- **What you should do**
Write every entry out again, unchanged.

- **Information supplied**
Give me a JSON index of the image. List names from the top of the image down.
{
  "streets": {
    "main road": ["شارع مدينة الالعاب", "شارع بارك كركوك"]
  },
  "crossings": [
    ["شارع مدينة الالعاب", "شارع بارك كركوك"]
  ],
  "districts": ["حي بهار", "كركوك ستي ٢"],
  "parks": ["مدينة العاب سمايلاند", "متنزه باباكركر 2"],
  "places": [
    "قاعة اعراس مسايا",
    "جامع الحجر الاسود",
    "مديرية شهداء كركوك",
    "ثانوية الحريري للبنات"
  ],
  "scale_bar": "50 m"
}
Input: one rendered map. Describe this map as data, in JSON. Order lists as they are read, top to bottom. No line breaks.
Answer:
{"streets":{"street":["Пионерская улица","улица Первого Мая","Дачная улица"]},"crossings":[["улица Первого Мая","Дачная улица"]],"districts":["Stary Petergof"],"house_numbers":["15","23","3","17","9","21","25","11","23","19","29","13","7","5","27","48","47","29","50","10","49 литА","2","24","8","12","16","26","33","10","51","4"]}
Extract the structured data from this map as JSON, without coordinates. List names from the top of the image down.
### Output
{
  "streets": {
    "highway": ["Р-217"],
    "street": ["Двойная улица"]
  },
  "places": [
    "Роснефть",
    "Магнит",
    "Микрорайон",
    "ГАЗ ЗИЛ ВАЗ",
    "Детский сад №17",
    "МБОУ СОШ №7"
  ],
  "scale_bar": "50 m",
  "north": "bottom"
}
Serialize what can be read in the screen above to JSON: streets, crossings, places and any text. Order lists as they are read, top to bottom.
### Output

- **Exercise answer**
Give me a JSON index of the image. List names from the top of the image down.
{
  "streets": {
    "main road": ["شارع مدينة الالعاب", "شارع بارك كركوك"]
  },
  "crossings": [
    ["شارع مدينة الالعاب", "شارع بارك كركوك"]
  ],
  "districts": ["حي بهار", "كركوك ستي ٢"],
  "parks": ["مدينة العاب سمايلاند", "متنزه باباكركر 2"],
  "places": [
    "قاعة اعراس مسايا",
    "جامع الحجر الاسود",
    "مديرية شهداء كركوك",
    "ثانوية الحريري للبنات"
  ],
  "scale_bar": "50 m"
}
Input: one rendered map. Describe this map as data, in JSON. Order lists as they are read, top to bottom. No line breaks.
Answer:
{"streets":{"street":["Пионерская улица","улица Первого Мая","Дачная улица"]},"crossings":[["улица Первого Мая","Дачная улица"]],"districts":["Stary Petergof"],"house_numbers":["15","23","3","17","9","21","25","11","23","19","29","13","7","5","27","48","47","29","50","10","49 литА","2","24","8","12","16","26","33","10","51","4"]}
Extract the structured data from this map as JSON, without coordinates. List names from the top of the image down.
### Output
{
  "streets": {
    "highway": ["Р-217"],
    "street": ["Двойная улица"]
  },
  "places": [
    "Роснефть",
    "Магнит",
    "Микрорайон",
    "ГАЗ ЗИЛ ВАЗ",
    "Детский сад №17",
    "МБОУ СОШ №7"
  ],
  "scale_bar": "50 m",
  "north": "bottom"
}
Serialize what can be read in the screen above to JSON: streets, crossings, places and any text. Order lists as they are read, top to bottom.
### Output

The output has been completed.